*About this task*.
Your answer should repeat every record verbatim.
___ The data ___
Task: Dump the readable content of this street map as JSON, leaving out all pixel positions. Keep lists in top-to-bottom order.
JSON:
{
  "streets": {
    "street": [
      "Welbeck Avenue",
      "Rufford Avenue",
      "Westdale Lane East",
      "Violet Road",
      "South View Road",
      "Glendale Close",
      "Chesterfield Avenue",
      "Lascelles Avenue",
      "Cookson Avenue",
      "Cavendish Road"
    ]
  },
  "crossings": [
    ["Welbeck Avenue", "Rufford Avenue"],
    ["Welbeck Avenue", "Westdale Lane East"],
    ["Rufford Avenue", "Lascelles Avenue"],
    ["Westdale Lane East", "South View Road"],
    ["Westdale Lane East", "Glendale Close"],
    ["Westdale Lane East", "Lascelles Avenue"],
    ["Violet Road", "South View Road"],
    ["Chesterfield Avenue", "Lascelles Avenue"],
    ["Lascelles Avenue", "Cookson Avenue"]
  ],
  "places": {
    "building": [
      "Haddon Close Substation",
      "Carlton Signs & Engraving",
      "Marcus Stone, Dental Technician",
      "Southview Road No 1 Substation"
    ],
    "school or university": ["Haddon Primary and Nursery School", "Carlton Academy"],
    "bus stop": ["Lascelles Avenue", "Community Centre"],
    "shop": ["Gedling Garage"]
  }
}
___
*Written answer*.
Task: Dump the readable content of this street map as JSON, leaving out all pixel positions. Keep lists in top-to-bottom order.
JSON:
{
  "streets": {
    "street": [
      "Welbeck Avenue",
      "Rufford Avenue",
      "Westdale Lane East",
      "Violet Road",
      "South View Road",
      "Glendale Close",
      "Chesterfield Avenue",
      "Lascelles Avenue",
      "Cookson Avenue",
      "Cavendish Road"
    ]
  },
  "crossings": [
    ["Welbeck Avenue", "Rufford Avenue"],
    ["Welbeck Avenue", "Westdale Lane East"],
    ["Rufford Avenue", "Lascelles Avenue"],
    ["Westdale Lane East", "South View Road"],
    ["Westdale Lane East", "Glendale Close"],
    ["Westdale Lane East", "Lascelles Avenue"],
    ["Violet Road", "South View Road"],
    ["Chesterfield Avenue", "Lascelles Avenue"],
    ["Lascelles Avenue", "Cookson Avenue"]
  ],
  "places": {
    "building": [
      "Haddon Close Substation",
      "Carlton Signs & Engraving",
      "Marcus Stone, Dental Technician",
      "Southview Road No 1 Substation"
    ],
    "school or university": ["Haddon Primary and Nursery School", "Carlton Academy"],
    "bus stop": ["Lascelles Avenue", "Community Centre"],
    "shop": ["Gedling Garage"]
  }
}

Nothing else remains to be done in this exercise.